### ACTIVITY
Please transcribe exactly, and only, the lines of the data below between the line holding "M1960 689 1994" and the line holding "M744 835 749 877 710 881 706 839Z", inclusive.

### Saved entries
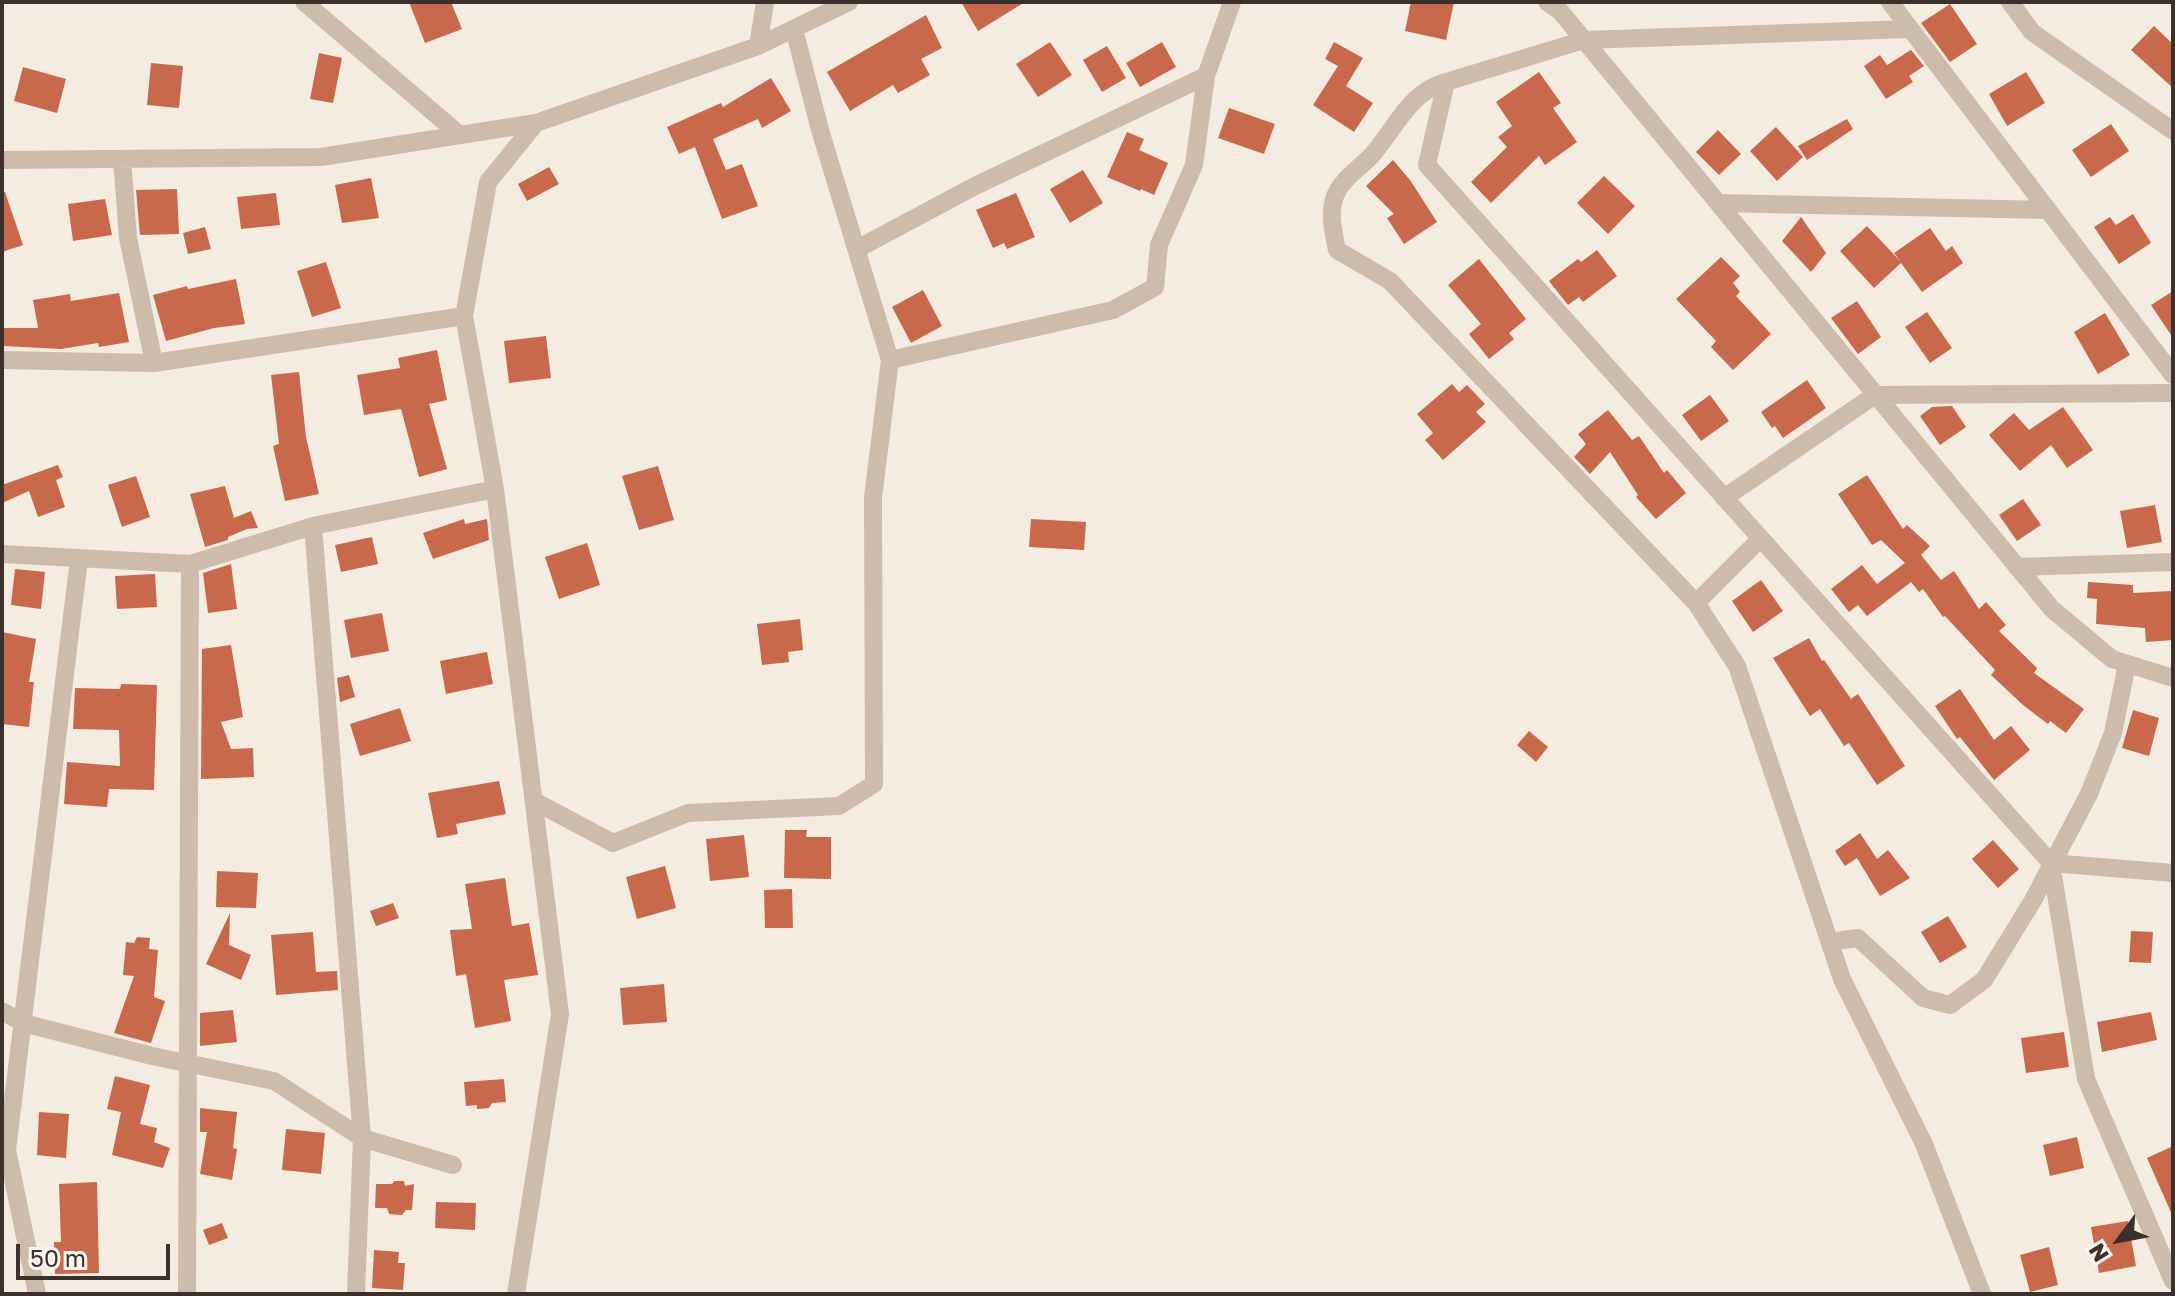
<!DOCTYPE html>
<style>
body{margin:0}
#map{position:relative;width:2175px;height:1296px;overflow:hidden;background:#f4ebe1;font-family:"Golos Text",sans-serif}
canvas{display:block}
.frame{position:absolute;inset:0;border:4px solid #3b302b;pointer-events:none}
.north{position:absolute;left:2079px;top:1200px;width:80px;height:80px;-webkit-text-stroke:6px #fbf5ee;paint-order:stroke;rotate:238deg;font-size:22px;font-weight:700;line-height:32px;text-align:center;color:#3b302b}
.north::after{content:'';display:block;margin:auto;width:28px;height:36px;background:#3b302b;clip-path:polygon(50% 0,100% 100%,50% 72%,0 100%)}
.scale{position:absolute;left:16px;top:1244px;width:154px;height:36px;box-sizing:border-box;border:4px solid #3b302b;border-top:0;padding-left:10px;font-size:24px;line-height:28px;white-space:nowrap;color:#3b302b;-webkit-text-stroke:6px #fbf5ee;paint-order:stroke}
</style>
<div id="map">
<canvas width="2175" height="1296"></canvas>
<div class="frame"></div>
<div class="north">N</div>
<div class="scale">50 m</div>
</div>
<script>
const ctx = document.querySelector('canvas').getContext('2d');
ctx.lineJoin = 'round';
function fill(path, color) { ctx.fillStyle = color; ctx.fill(path, 'evenodd'); }
function trace(path, color, width, dash) { ctx.strokeStyle = color; ctx.lineWidth = width; ctx.lineCap = dash ? 'butt' : 'round'; ctx.setLineDash(dash || []); ctx.stroke(path); }
const building = new Path2D(`
 M409 2H451L462 29 425 43Z
 M961 2H1025L978 31Z
 M1411 2H1454L1446 40 1405 31Z
 M1950 4 1977 44 1950 62 1921 23Z
 M926 15 942 48 921 59 930 75 898 93 893 85 850 111 827 72Z
 M2154 26 2173 44V88L2131 50Z
 M1050 42 1072 75 1038 97 1016 64Z
 M1162 42 1176 67 1140 87 1126 63Z
 M1334 42 1363 58 1346 86 1373 103 1354 132 1313 105 1338 66 1325 59Z
 M1107 46 1126 78 1102 92 1083 60Z
 M1911 50 1924 66 1909 76 1913 82 1886 99 1864 66 1880 55 1887 65Z
 M319 53 342 58 333 103 310 99Z
 M151 63 183 66 179 108 147 105Z
 M23 67 66 79 57 113 14 101Z
 M1539 72 1561 103 1553 108 1577 142 1545 165 1539 156 1491 203 1471 182 1507 147 1498 137 1512 126 1496 102Z
 M2026 72 2045 103 2007 126 1989 94Z
 M771 78 791 111 762 128 758 119 713 139 726 170 742 164 758 206 722 219 695 147 679 154 667 127 721 103 723 107Z
 M1229 108 1275 124 1264 154 1218 138Z
 M1847 119 1853 129 1807 160 1798 146Z
 M2111 124 2129 151 2091 177 2072 150Z
 M1776 127 1803 157 1777 181 1750 151Z
 M1718 130 1741 154 1719 175 1696 152Z
 M1127 132 1144 139 1139 150 1168 163 1154 195 1141 189 1140 191 1107 177Z
 M1393 160 1410 180 1437 222 1404 244 1387 218 1394 214 1366 186Z
 M549 167 559 184 527 201 518 184Z
 M1083 170 1103 203 1070 223 1050 189Z
 M1604 176 1635 206 1608 234 1577 203Z
 M371 178 379 218 342 223 335 185Z
 M177 189 179 234 140 235 136 190Z
 M2 192H5L23 245 2 252Z
 M276 193 280 225 241 229 237 197Z
 M1016 193 1035 237 1007 249 1004 243 993 248 976 210Z
 M105 199 112 235 73 241 68 204Z
 M2133 214 2151 243 2119 264 2094 227 2110 217 2116 225Z
 M1801 217 1826 253 1811 272 1782 241Z
 M1867 226 1901 262 1894 253 1930 228 1946 251 1952 246 1963 263 1922 292 1901 263 1874 288 1840 251Z
 M205 227 211 249 188 254 183 233Z
 M1597 250 1617 276 1583 302 1579 297 1568 305 1549 281 1578 259 1581 262Z
 M1721 257 1740 276 1733 283 1740 292 1736 296 1771 334 1733 370 1711 347 1716 341 1676 299Z
 M1479 259 1526 319 1509 333 1514 339 1489 359 1469 334 1481 324 1448 285Z
 M326 262 341 308 312 317 297 271Z
 M236 279 245 324 214 328 166 341 153 295 187 286 188 289Z
 M923 290 942 326 911 343 892 307Z
 M2173 291V338L2151 305Z
 M119 293 129 342 99 347 98 343 61 349 4 346V328H38L33 300 70 294 71 301Z
 M1857 301 1881 337 1858 354 1831 318Z
 M1927 312 1952 348 1930 363 1905 327Z
 M2105 313 2130 355 2098 374 2074 332Z
 M546 336 551 378 509 383 504 341Z
 M437 350 447 400 429 404 447 469 419 477 401 409 364 415 357 375 400 368 398 358Z
 M299 372 306 437 319 494 285 501 273 446 279 444 271 375Z
 M1807 380 1826 408 1783 438 1775 426 1772 428 1761 412Z
 M1452 384 1459 392 1467 385 1485 404 1476 412 1486 422 1443 460 1425 440 1433 433 1417 414Z
 M1710 395 1729 421 1701 441 1682 415Z
 M1952 406 1966 427 1940 445 1920 416 1932 407Z
 M2063 407 2093 450 2067 468 2051 445 2020 471 1989 435 2014 413 2029 430Z
 M1608 410 1632 440 1639 436 1664 473 1667 470 1686 493 1656 519 1636 497 1638 495 1610 452 1590 474 1574 457 1586 444 1578 434Z
 M58 465 63 477 56 480 65 507 38 517 29 491 2 503V485Z
 M658 466 674 520 639 530 622 476Z
 M1867 475 1903 529 1907 525 1930 546 1921 555 1941 580 1954 571 1979 609 1986 602 2006 625 1999 631 2037 668 2034 673 2084 709 2066 733 2050 721 2048 724 2023 705 1991 675 1995 670 1945 616 1943 617 1923 589 1919 592 1911 582 1867 616 1858 605 1849 612 1831 589 1862 565 1877 584 1905 563 1881 540 1872 545 1838 494Z
 M136 476 150 517 122 527 108 485Z
 M225 486 234 518 251 511 258 528 247 529 228 537V540L205 547 190 494Z
 M2023 499 2041 525 2017 541 1999 515Z
 M2155 505 2162 542 2127 548 2120 511Z
 M464 519 465 524 487 519 489 540 433 559 423 533Z
 M1031 519 1086 522 1084 550 1029 547Z
 M372 537 378 564 341 572 335 545Z
 M587 543 600 585 559 599 545 557Z
 M231 564 237 609 208 613 203 573Z
 M15 569 45 572 41 609 11 605Z
 M155 574 157 607 117 609 115 576Z
 M1761 580 1783 611 1753 632 1732 601Z
 M2088 582 2133 585V593L2171 591 2173 640 2146 642 2145 628 2096 624 2097 599 2087 598Z
 M382 613 389 651 351 658 344 620Z
 M800 619 803 650 788 652 789 662 762 665 757 624Z
 M2 632 36 639 29 682H34L29 727 2 724Z
 M1809 638 1822 661 1824 660 1851 699 1858 694 1905 766 1877 785 1849 743 1844 746 1820 709 1810 716 1773 658Z
 M231 645 243 717 221 722 231 749 253 748 254 777 201 779 202 649Z
 M487 652 493 684 446 694 440 661Z
 M349 675 355 697 340 702 337 678Z
 M121 684 157 685 154 790 109 789 107 807 64 804 67 762 120 766 119 730 73 729 75 688 120 689Z
 M1960 689 1994 740 2011 726 2030 750 1994 780 1960 737 1957 739 1935 706Z
 M400 708 411 741 360 756 350 724Z
 M2133 710 2159 718 2149 756 2122 748Z
 M1529 731 1548 747 1536 762 1517 745Z
 M499 781 506 814 456 824 458 834 437 838 428 793Z
 M785 830H807L806 837H831V879L784 878Z
 M1860 833 1877 859 1888 850 1910 878 1880 896 1857 858 1845 866 1835 851Z
 M744 835 749 877 710 881 706 839Z
 M1993 840 2019 869 1998 888 1972 859Z
 M665 866 676 908 637 919 626 877Z
 M217 871 258 873 256 908 216 907Z
 M505 878 512 926 529 923 538 975 504 980 511 1021 475 1028 466 974 456 976 450 930 472 929 465 884Z
 M792 889 793 928H765L764 890Z
 M393 903 399 918 376 926 370 911Z
 M230 913 229 945 251 955 241 980 206 964Z
 M1948 916 1967 947 1940 963 1921 932Z
 M2131 931 2153 932 2151 963 2129 962Z
 M313 932 316 972 337 971 338 990 276 995 271 935Z
 M137 937 150 938 149 949 158 950 154 997 165 1001 151 1043 114 1033 134 976 123 975 126 942 134 943Z
 M664 984 667 1022 623 1025 620 988Z
 M233 1010 237 1042 200 1046V1013Z
 M2151 1012 2157 1040 2102 1052 2097 1022Z
 M2064 1032 2069 1067 2026 1073 2021 1038Z
 M115 1076 150 1085 140 1124 157 1128 154 1142 170 1148 163 1168 112 1155 121 1112 107 1109Z
 M504 1079 506 1102 492 1103 489 1108 477 1109V1105L466 1106 464 1082Z
 M200 1108 237 1112 233 1148 237 1149 232 1180 200 1174 207 1132H200Z
 M39 1112 69 1114 66 1158 37 1155Z
 M286 1129 325 1133 321 1174 282 1170Z
 M2077 1137 2084 1168 2050 1176 2043 1145Z
 M2173 1146V1217L2147 1158Z
 M394 1181H404L405 1186 414 1184 412 1210H406L402 1215 389 1214 387 1208H375L376 1184H392Z
 M97 1182 99 1273 55 1274 54 1242H61L59 1184Z
 M436 1202 476 1203 475 1230 435 1228Z
 M2128 1221 2136 1266 2099 1273 2091 1227Z
 M222 1223 228 1238 209 1245 203 1230Z
 M2049 1247 2058 1285 2030 1292 2020 1255Z
 M374 1250 399 1252 398 1263H405L403 1290 372 1288Z`);
const street = new Path2D(`
 M304 2 460 135
 M1547 2 1560 11 1584 40 2052 609 2112 659 2173 678
 M1890 2 2173 375
 M2010 2 2032 32 2173 131
 M1910 29 1584 40 1446 82 1427 165 2051 863 2086 1079 2173 1281
 M758 46 765 2
 M1446 82C1410 91 1395 129 1372 155 1362 166 1345 177 1338 190 1327 209 1333 230 1337 250L1390 281 1696 603 1737 666 1842 979 1924 1144 1982 1294
 M122 159 128 238 154 363
 M2 160 321 157 536 123 758 46 849 2
 M1718 203 2048 210
 M857 249 975 186 1206 76 1232 2
 M2 360 154 363 464 316
 M890 360 1113 310 1155 287 1159 245 1194 165 1206 76
 M1724 498 1875 395 2173 393
 M313 526 362 1138 356 1294
 M2 554 190 564 313 526 495 489
 M2017 567 2173 562
 M1696 603 1760 539
 M534 801 613 843 688 813 839 806 874 784 873 498 890 360 820 130 794 29
 M2051 863 2173 873
 M1830 942 1858 938 1923 998 1950 1005 1984 980 2032 902 2089 794 2113 733 2127 664
 M2 1011 23 1023 152 1056 274 1081 362 1138 453 1165
 M37 1294 7 1150 79 559
 M187 1294 190 564
 M516 1294 560 1014 495 489 464 316 488 182 536 123`);
fill(building, '#c8694b');
trace(street, '#cdbbac', 18);
</script>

### WORKED SOLUTION
 M1960 689 1994 740 2011 726 2030 750 1994 780 1960 737 1957 739 1935 706Z
 M400 708 411 741 360 756 350 724Z
 M2133 710 2159 718 2149 756 2122 748Z
 M1529 731 1548 747 1536 762 1517 745Z
 M499 781 506 814 456 824 458 834 437 838 428 793Z
 M785 830H807L806 837H831V879L784 878Z
 M1860 833 1877 859 1888 850 1910 878 1880 896 1857 858 1845 866 1835 851Z
 M744 835 749 877 710 881 706 839Z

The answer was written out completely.